Judge Refuses to End Pollution Oversight in Everglades
Judge Refuses to End Pollution Oversight in Everglades
“No.” The last holdouts on Rick Scott’s South Florida Water Management District governing board had gone years without hearing this answer from any authority, but things in Florida are different now. On Monday US Judge Federico Moreno denied their request, made essentially on behalf of Florida sugarcane growers, to end federal water quality standards in the Everglades.
Called the consent decree, a deal brokered 27 years ago when the federal government decided state agencies were letting the sugarcane industry dump its pollution into public lands and a national park, the standard has never been met. Not even after taxpayers spent more than $1 billion building filtration for the industry’s runoff, and tens of millions every year since to operate that system. (Florida lawmakers voted in 2016 to pass the industry’s cleanup costs on to the public.) That didn’t stop SFWMD from arguing that the sugarcane industry had done enough for the Everglades, and it was time for federal authorities to start looking the other way.
Moreno disagreed. It didn’t escape his notice that the request came hours after the governor’s race went to a candidate who openly opposed sugar-friendly water policies. Or that by the time his decision was due, most of the board had already resigned, accused of corruption and specifically working on behalf of sugar companies against the public interest.
Moreno’s decision might have been no different if Adam Putnam, called out as US Sugar’s errand boy by the man who lapped him in the primary, had become governor as planned and left the SFWMD leadership in place. Then again, the board might not have rushed to get the sugarcane industry out of the consent decree, and the judge might not have wondered aloud what the hurry was all about.

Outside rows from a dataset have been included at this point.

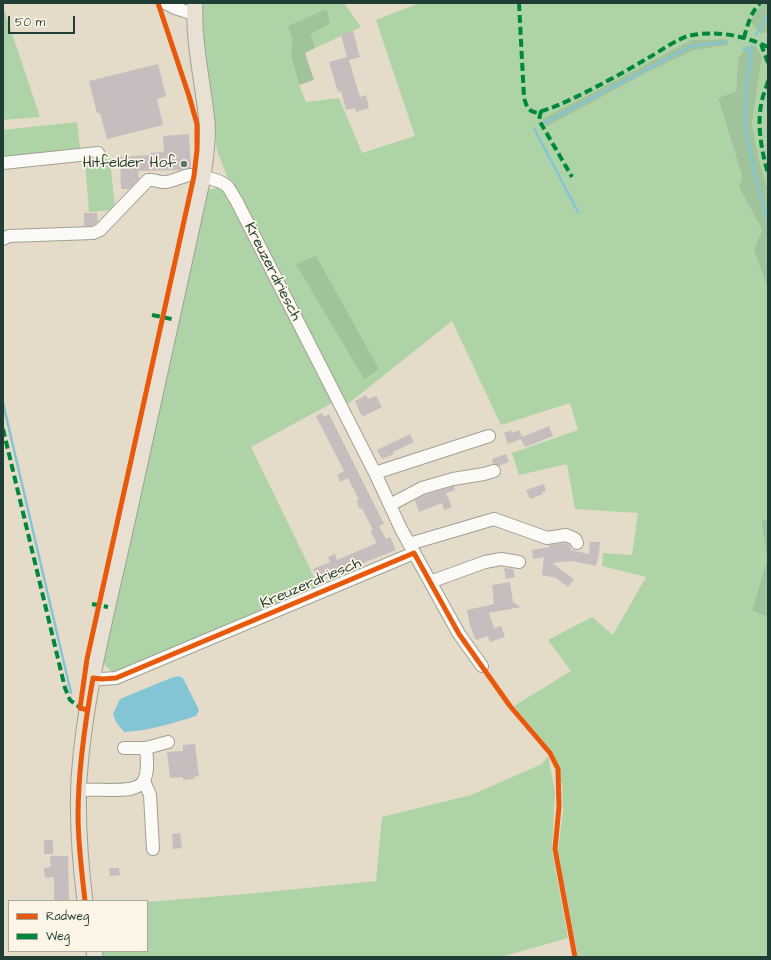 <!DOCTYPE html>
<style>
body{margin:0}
#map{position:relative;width:771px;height:960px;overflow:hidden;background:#e4dbc9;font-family:"Architects Daughter",sans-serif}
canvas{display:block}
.frame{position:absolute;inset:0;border:4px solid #1f3d34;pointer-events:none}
.legend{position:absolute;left:8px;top:900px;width:140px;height:52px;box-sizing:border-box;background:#fcf5e5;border:1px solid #a4ab9e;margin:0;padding:5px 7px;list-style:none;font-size:12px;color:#1f3d34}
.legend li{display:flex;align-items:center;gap:8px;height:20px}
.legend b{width:20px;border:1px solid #a4ab9e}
.scale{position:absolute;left:8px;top:16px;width:67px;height:18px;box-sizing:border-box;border:2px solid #1f3d34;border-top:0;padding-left:5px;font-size:12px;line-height:14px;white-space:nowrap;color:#1f3d34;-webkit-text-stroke:3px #fcf5e5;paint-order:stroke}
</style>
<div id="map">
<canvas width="771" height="960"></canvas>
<div class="frame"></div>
<ul class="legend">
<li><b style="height:5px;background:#e8590c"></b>Radweg</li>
<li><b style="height:5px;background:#00873e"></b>Weg</li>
</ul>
<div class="scale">50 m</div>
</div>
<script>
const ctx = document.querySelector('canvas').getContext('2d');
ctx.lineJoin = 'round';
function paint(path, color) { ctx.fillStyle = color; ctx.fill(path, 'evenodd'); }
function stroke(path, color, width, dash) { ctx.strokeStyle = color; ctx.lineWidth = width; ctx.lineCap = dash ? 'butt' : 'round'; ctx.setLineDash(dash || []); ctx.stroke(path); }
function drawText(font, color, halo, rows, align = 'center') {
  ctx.font = font + ' "Architects Daughter",sans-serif'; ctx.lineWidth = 3.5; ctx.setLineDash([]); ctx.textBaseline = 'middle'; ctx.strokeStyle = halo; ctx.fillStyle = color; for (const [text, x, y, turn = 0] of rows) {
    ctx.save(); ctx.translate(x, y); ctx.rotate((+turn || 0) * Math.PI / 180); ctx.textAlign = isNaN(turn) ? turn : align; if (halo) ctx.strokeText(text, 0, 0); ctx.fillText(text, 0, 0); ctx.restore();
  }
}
paint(new Path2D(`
 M201,3H344L361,27L315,48L311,34L330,24L327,9L292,38L291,55L299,85L306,102L339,98L362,153L415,136L376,20L419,3H761L750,22L761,34L768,32V191L759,160L752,124L762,58L738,59L736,91L718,98L742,176L739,187L762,230L754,250L768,290V520L761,519L767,559L752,611L768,617V957H578L558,851L563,810L562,784L552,752L514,706L571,671L548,640L592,617L613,635L646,577L602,566L603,553L632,555L638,513L575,509L567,464L519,475L512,453L578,430L570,403L501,425L452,321L344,407L229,181L217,150L200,12ZM726,39L728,45L695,50L652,70L546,127L542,119L691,40Z
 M3,6L40,117L3,120Z
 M77,122L80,148L3,157V130Z
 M110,158L115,210L89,212L85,160Z
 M221,187L227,193L334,402L251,447L320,589L115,675L103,663L204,206L208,190Z
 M548,756L555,792L552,851L568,938L501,957H102L101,951H147V902L246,894L376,881L382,817L471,795L542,764Z`), '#aed3a6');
paint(new Path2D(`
 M761,3H768V32L761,34L750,22Z
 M327,9L330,24L311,34L315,48L305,53L314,80L299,85L291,55L292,38L288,26Z
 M727,39L728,45L695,50L652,70L546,127L542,119L691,40Z
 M746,46H756L762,58L752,124L759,160L768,191V290L754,250L762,230L739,187L742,176L718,98L736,91L738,59Z
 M316,256L379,369L364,379L296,264Z
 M761,519L768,520V617L752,611L767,559Z`), '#a0c39b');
paint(new Path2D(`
 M179,676L183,678L199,710L196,716C173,723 149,731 124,732L116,722L113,714L120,699L171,678Z`), '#84c5d5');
stroke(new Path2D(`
 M756,35L768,14
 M752,45L747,82L745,125L755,175L768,222
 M743,48L751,52
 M544,123L692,46L725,42
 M534,128L578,212
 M3,403L71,693`), '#84c5d5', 2.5);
paint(new Path2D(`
 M353,31L360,57L349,60L360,97L366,95L369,108L356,112L355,108L346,110L341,91L338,92L329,62L347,57L341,34Z
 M158,64L166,96L157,99L163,125L107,139L100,113H97L89,81Z
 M189,134L191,168L181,170L138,171L139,179L129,189H121L120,157L150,155V153L164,152L163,136Z
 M84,213H97L98,222L91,226H84Z
 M366,395L368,399L376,396L382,407L362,417L355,401Z
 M322,413L324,417L329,414L384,524L379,526L386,539L390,537L396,550L318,581L313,569L330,562L328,557L335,554L337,560L377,543L370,531L373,530L362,508L360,509L356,501L359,500L348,478L340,482L337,475L344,471L316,416Z
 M549,426L553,436L525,447L521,439L508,444L504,433L511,430L512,433L519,430L522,437Z
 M410,434L414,442L393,452L394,454L382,459L377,450Z
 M506,454L509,462L499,466L493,464L492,459Z
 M544,484L546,491L542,492L543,494L530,499L526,490Z
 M454,486L455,490L446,493L452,507L444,510L442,503L419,512L415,500L425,495Z
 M590,542H600L599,553L596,566L572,561L552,563L574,579L568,587L556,578L542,575L544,557L533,559L532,550L549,547V545L565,543L570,545L571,550L589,554Z
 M504,568L513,569L515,577L506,579Z
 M510,582L513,602L521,607L489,613L494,628L501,626L505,637L490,642L488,636L476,640L470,626L467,610L494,604L492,585Z
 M195,744L199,776L194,777V779L183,780V777L170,778L167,752L183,751V745Z
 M180,833L182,848L173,849L172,834Z
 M44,840H53V854H44Z
 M50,856H68L69,901H54V877L45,878L44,868L51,867Z
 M109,868H119L120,875L110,876Z`), '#c8bdbe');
const minor = new Path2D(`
 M165,3L175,8L194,14
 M3,163L98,153
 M3,239L9,236L93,233L100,230L148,180C154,179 160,183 166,182C174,181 182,176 190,175C199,175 222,180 228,187C231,191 233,196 236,200L375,473L401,529L459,634L482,666
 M375,473L489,436
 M390,505L422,488L453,479L484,474L494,471
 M409,544L494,519L547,538L566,535L575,539L577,543
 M430,582L485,562L501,559L519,562
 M93,678L102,679L116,678L414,553
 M124,748H146
 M144,781L150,795L153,849
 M79,790C94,789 115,791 130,789C134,788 140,786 143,782C149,773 147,758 146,748L168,742`);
const major = new Path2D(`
 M85,901C80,861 77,820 79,779C85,689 110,601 129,513C154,401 179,289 203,177C205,159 209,140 207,122C203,82 193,43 195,3
 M94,951L95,957`);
stroke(minor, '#a1a095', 14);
stroke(major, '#a1a095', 17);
stroke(minor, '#fbfaf7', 12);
stroke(major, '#e7e0d3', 15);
stroke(new Path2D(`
 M519,3L524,98C526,104 527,110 534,112C548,115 632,68 648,58C659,52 677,39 688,36C715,30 743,35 768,47
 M744,38C747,26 751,12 760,3
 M761,44L768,63
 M768,81C766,89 762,97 761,105C757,128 762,152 768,174
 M541,111L539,120L572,177
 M152,315L172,319
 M3,429L65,688L70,700L82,709
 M92,604L108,607`), '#00873e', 4, [8, 4]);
stroke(new Path2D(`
 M88,710L80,708L87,659L194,176L197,150V124L189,96L158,3
 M85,901C82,873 78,844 78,815C78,769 85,723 93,678L102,679L116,678L414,553L459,634L510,706L550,753L558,769L559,807L555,849L575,957`), '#e8590c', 5);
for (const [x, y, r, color] of [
 [184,164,4,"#647468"]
]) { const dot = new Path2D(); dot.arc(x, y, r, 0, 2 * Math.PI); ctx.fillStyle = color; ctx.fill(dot); stroke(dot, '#fcf5e5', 1.5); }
drawText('15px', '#1f3d34', '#fcf5e5', [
 ["Hitfelder Hof",176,164]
], 'right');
drawText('15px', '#1f3d34', '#fcf5e5', [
 ["Kreuzerdriesch",272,272,63],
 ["Kreuzerdriesch",311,584,-23]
]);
</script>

And would conservation groups have bothered publicly petitioning Governor Adam Putnam to support keeping the standard? Bullsugar was proud to stand with a host of organizations asking Governor Ron DeSantis to oppose the now-resigned board’s attempt to kill it: Calusa Waterkeeper, Center for Biological Diversity, Center for Earth Jurisprudence, “Ding” Darling Wildlife Society, Florida Conservation Voters, Florida Defenders of the Environment, Florida Division of the Izaak Walton League of America, Florida Wildlife Federation, Friends of Arthur R. Marshall Loxahatchee National Wildlife Refuge, Friends of the Everglades, Howard T. Odum Florida Springs Institute, Lake Worth Waterkeeper, Martin County Conservation Alliance, Progress Florida, and Sierra Club.
Change happens slowly. Sometimes glacially. Many refer to the consent decree as Big Sugar’s only real loss in the Everglades, and it happened a generation ago. Since then Florida’s water management crisis has only gotten worse: the state has virtually no enforceable pollution standards, Lake Okeechobee is regularly feeding toxic blooms on both coasts, the Everglades are starving for clean freshwater and Florida Bay is collapsing… and yet things are different now.
Key elections hinged on sugar vs. water. Our toxic blooms are the subject of congressional testimony and legislation. The US Army Corps is is talking openly about changing the way it manages Lake Okeechobee. And more important, they’re asking for our input.
Public Meetings
Please don’t pass up this opportunity to be part of the first real change after decades of stagnation. If you can, please come to one of the Corps’ public meetings. Details are here, including how to submit comments by email.
And if you’re on the Treasure Coast, you’re welcome to attend a community briefing on Saturday with Congressman Brian Mast, the Center for Biological Diversity, and Bullsugar about the 2/19 meetings in Stuart (details here.)
This week’s decision to continue to hold the sugarcane industry to federal pollution standards is part of something bigger: the acknowledgement by government institutions that Florida’s water management is causing harm and needs to change.
Bullsugar supporters can claim an impressive share of the credit for that admission–and for this rare chance to change the fate of Florida’s waters. Thank you.